O franco-argelino Adlène Hicheur, professor de Física da UFRJ, defende o direito de reconstruir a sua vida


Durante a entrevista, Hicheur pega um livro de física na biblioteca de um amigo. A ciência é a sua grande paixão
Durante a entrevista, Hicheur pega um livro de física na biblioteca de um amigo. A ciência é a sua grande paixão

Na manhã do dia 18, uma segunda-feira, Adlène Hicheur estava ansioso dentro de sua sala do Instituto de Física da UFRJ, no Rio. O cientista franco-argelino já havia preparado seu Power Point recheado de tabelas e gráficos. Eram complexas análises de dados sobre a procura por uma rara partícula subatômica (“Bc”). O relógio marcava meio-dia no Brasil. Eram 15h em Genebra. A voz de Hicheur foi ouvida e seus slides exibidos por meio de uma vídeoconferência para dezenas de cientistas que ocupavam a sala 24, no 1º andar do pédio 32 do CERN (Organização Europeia para Física de Partículas), na fronteira entre a Suíça e a França.

Além dos cientistas presentes no CERN, outros em vários lugares do mundo assistiam, naquele dia, a sua apresentação. Seu trabalho foi aprovado sem ressalvas. Mergulhado nos estudos sobre matéria e antimatéria, ele pavimentou, assim, o caminho para assinar um importante artigo sobre o assunto, como representante da UFRJ, em uma grande revista científica internacional.

 

Hicheur já pagou um alto preço por sua correspondência online. Ele nunca cometeu, direta ou indiretamente, qualquer ato terrorista ou criminoso, cumpriu sua sentença e estava trabalhando pacificamente no Brasil

Trecho de um e-mail assinado por físicos europeus

Durante os 40 minutos da apresentação, Hicheur pôde esquecer a verdadeira explosão que o atormenta desde o último dia 9, quando seu rosto foi divulgado por uma revista brasileira, que o carimbou como “terrorista”. Passou a ser caçado pela mídia até mesmo no corredor de seu prédio, que não tem porteiro. Uma jornalista invadiu o edifício e bateu na sua porta. Ele avisou que chamaria a polícia. A jornalista ignorou a advertência e ficou escondida. Mas Hicheur viu que a luz automática do corredor continuava acesa: ela ainda estava lá. Ele, então, telefonou para um colega cientista que chamou a Polícia Federal. Uma agente foi imediatamente enviada ao prédio do físico e a jornalista foi obrigada a deixá-lo em paz. O delegado contactado avisou que se o franco-argelino precisasse de qualquer proteção era só dizer.

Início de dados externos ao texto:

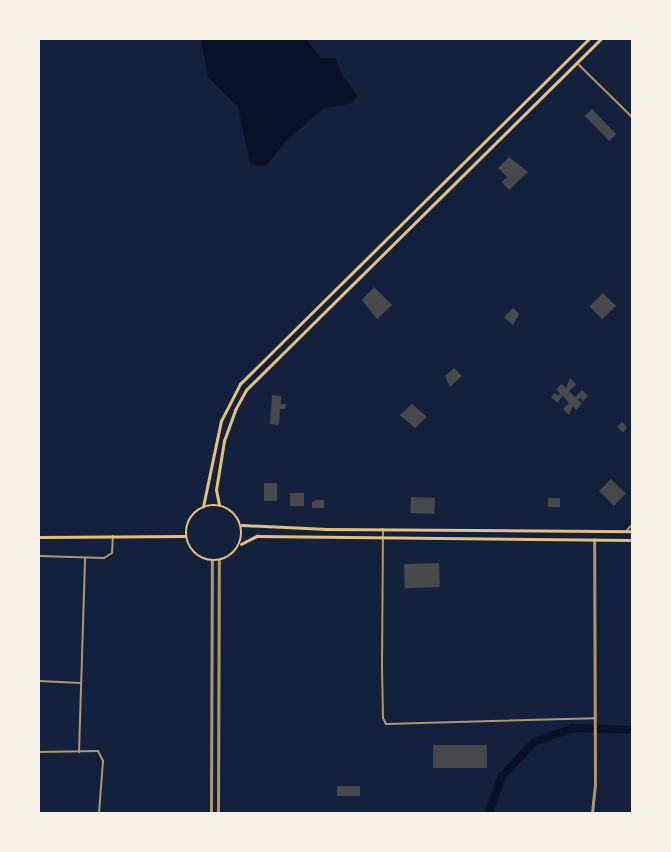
<!DOCTYPE html>
<style>
body{margin:0}
#map{position:relative;width:671px;height:852px;overflow:hidden;background:#14213d;font-family:"PT Sans Narrow",sans-serif}
div>[style]{position:absolute}
.water>*{inset:0;background:#0b132b}
.river>*{height:8px;margin:-4px;padding:0 4px;transform-origin:4px;border-radius:4px;background:#0b132b}
.building>*{inset:0;background:#48494c;transform-origin:0 0}
.minor>*{height:2px;margin:-1px;padding:0 1px;transform-origin:1px;border-radius:1px;background:#b1986c}
.tertiary>*{height:2.5px;margin:-1.25px;padding:0 1.25px;transform-origin:1.25px;border-radius:1.25px;background:#b1986c}
.secondary>*{height:2.5px;margin:-1.25px;padding:0 1.25px;transform-origin:1.25px;border-radius:1.25px;background:#e5c07b}
.secondary>.ring{margin:-1.25px;padding:0;box-sizing:content-box;background:none;border:2.5px solid #e5c07b;border-radius:50%}
span{translate:-50% -50%;white-space:nowrap;text-align:center;line-height:1.15;-webkit-text-stroke:4px #f6f1e7;paint-order:stroke}
.frame{position:absolute;inset:0;border:40px solid #f6f1e7;pointer-events:none}
</style>
<div id="map">
<div class="water">
<div style="clip-path:polygon(201px 39px,306px 39px,321px 58px,335px 58px,343px 76px,358px 96px,352px 103px,323px 109px,287px 140px,266px 166px,250px 164px,238px 107px,208px 77px)"></div>
</div>
<div class="river">
<div style="left:489px;top:813px;width:39px;rotate:-71deg"></div>
<div style="left:502px;top:776px;width:47px;rotate:-46.7deg"></div>
<div style="left:534px;top:742px;width:41px;rotate:-19.7deg"></div>
<div style="left:573px;top:728px;width:59px;rotate:1.9deg"></div>
</div>
<div class="building">
<div style="left:592px;top:109px;width:35px;height:10px;rotate:46deg"></div>
<div style="clip-path:polygon(509px 157px,528px 172px,509px 190px,502px 182px,507px 177px,498px 168px)"></div>
<div style="clip-path:polygon(374px 287px,392px 305px,377px 319px,362px 300px)"></div>
<div style="left:603px;top:293px;width:18px;height:19px;rotate:45deg"></div>
<div style="clip-path:polygon(513px 308px,519px 314px,513px 325px,504px 317px)"></div>
<div style="clip-path:polygon(454px 368px,462px 376px,450px 387px,445px 376px)"></div>
<div style="clip-path:polygon(570px 378px,576px 384px,569px 391px,575px 397px,582px 390px,588px 396px,583px 401px,580px 398px,578px 400px,582px 404px,576px 410px,573px 406px,569px 415px,563px 409px,569px 403px,563px 396px,557px 403px,551px 397px,555px 393px,558px 396px,560px 393px,556px 389px,562px 384px,566px 388px)"></div>
<div style="clip-path:polygon(272px 395px,281px 396px,281px 404px,286px 404px,285px 409px,280px 409px,279px 425px,270px 424px)"></div>
<div style="clip-path:polygon(412px 404px,427px 417px,415px 428px,400px 415px)"></div>
<div style="left:622px;top:422px;width:8px;height:7px;rotate:45deg"></div>
<div style="left:611px;top:479px;width:21px;height:17px;rotate:45deg"></div>
<div style="left:264px;top:483px;width:13px;height:18px"></div>
<div style="left:290px;top:493px;width:14px;height:13px"></div>
<div style="left:411px;top:497px;width:24px;height:16px;rotate:2deg"></div>
<div style="left:548px;top:498px;width:12px;height:9px"></div>
<div style="clip-path:polygon(316px 500px,324px 500px,324px 508px,312px 508px,312px 502px)"></div>
<div style="left:439px;top:563px;width:24px;height:35px;rotate:88deg"></div>
<div style="left:433px;top:745px;width:54px;height:23px"></div>
<div style="left:337px;top:786px;width:23px;height:10px"></div>
</div>
<div class="minor">
<div style="left:577px;top:63px;width:77px;rotate:44.5deg"></div>
<div style="left:383px;top:529px;width:137px;rotate:90.4deg"></div>
<div style="left:382px;top:666px;width:52px;rotate:88.9deg"></div>
<div style="left:383px;top:718px;width:7px;rotate:63deg"></div>
<div style="left:386px;top:724px;width:209px;rotate:-1.6deg"></div>
<div style="left:627px;top:530px;width:7px;rotate:-45deg"></div>
<div style="left:39px;top:556px;width:65px;rotate:1.8deg"></div>
<div style="left:104px;top:558px;width:9px;rotate:-32deg"></div>
<div style="left:112px;top:553px;width:17px;rotate:-87deg"></div>
<div style="left:39px;top:681px;width:42px;rotate:2.7deg"></div>
<div style="left:39px;top:752px;width:59px;rotate:-1deg"></div>
<div style="left:98px;top:751px;width:11px;rotate:63deg"></div>
<div style="left:103px;top:761px;width:52px;rotate:94.4deg"></div>
<div style="left:79px;top:752px;width:194px;rotate:-88.2deg"></div>
</div>
<div class="tertiary">
<div style="left:211px;top:813px;width:252px;rotate:-89.8deg"></div>
<div style="left:218px;top:813px;width:252px;rotate:-89.8deg"></div>
<div style="left:592px;top:813px;width:27px;rotate:-84deg"></div>
<div style="left:595px;top:786px;width:246px;rotate:-90.2deg"></div>
</div>
<div class="secondary">
<div class="ring" style="left:186px;top:505px;width:53.5px;height:53.5px"></div>
<div style="left:219px;top:505px;width:15px;rotate:-101deg"></div>
<div style="left:216px;top:490px;width:50px;rotate:-80.7deg"></div>
<div style="left:224px;top:441px;width:33px;rotate:-70deg"></div>
<div style="left:235px;top:410px;width:23px;rotate:-61deg"></div>
<div style="left:246px;top:390px;width:499px;rotate:-44.7deg"></div>
<div style="left:203px;top:507px;width:88px;rotate:-78.2deg"></div>
<div style="left:221px;top:421px;width:42px;rotate:-62.8deg"></div>
<div style="left:240px;top:384px;width:491px;rotate:-44.7deg"></div>
<div style="left:242px;top:525px;width:85px;rotate:2.7deg"></div>
<div style="left:327px;top:529px;width:305px;rotate:0.4deg"></div>
<div style="left:39px;top:537px;width:146px;rotate:-0.4deg"></div>
<div style="left:241px;top:544px;width:18px;rotate:-27deg"></div>
<div style="left:257px;top:536px;width:375px;rotate:0.6deg"></div>
</div>
<div class="frame"></div>
</div>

A primeira reportagem sobre ele dizia que Hicheur tinha um “segredo na sua biografia”: o de ter sido condenado pela Justiça francesa. Mas o “segredo” já havia sido publicado por toda a mídia internacional pela primeira vez há seis anos, quando ele foi detido na França. Depois, foi divulgado uma segunda vez, há três anos, quando Hicheur foi libertado. O físico foi condenado, acusado de ter trocado e-mails com um suposto terrorista. Todo o processo do caso, que se estendeu de 2009 a 2012, foi alvo de críticas, inclusive de cientistas, como o prêmio Nobel de Física Jack Steinberger. “Não havia indícios ou provas de ações concretas relacionadas ao conteúdo das conversas e de que a comunicação foi feita com um integrante da Al Qaeda”, alega  Hicheur. O cientista diz que os emails divulgados, nos quais ele falaria sobre ataques terroristas, foram distorcidos, tirados de seu contexto e pinçados de oito meses de conversas online. “Eu não defendo a violência”, afirmou ele, em entrevista exclusiva concedida a mim e a outro jornalista (o indiano Shobhan Saxena, do “The Wire”), nos dias 12 e 14 de janeiro.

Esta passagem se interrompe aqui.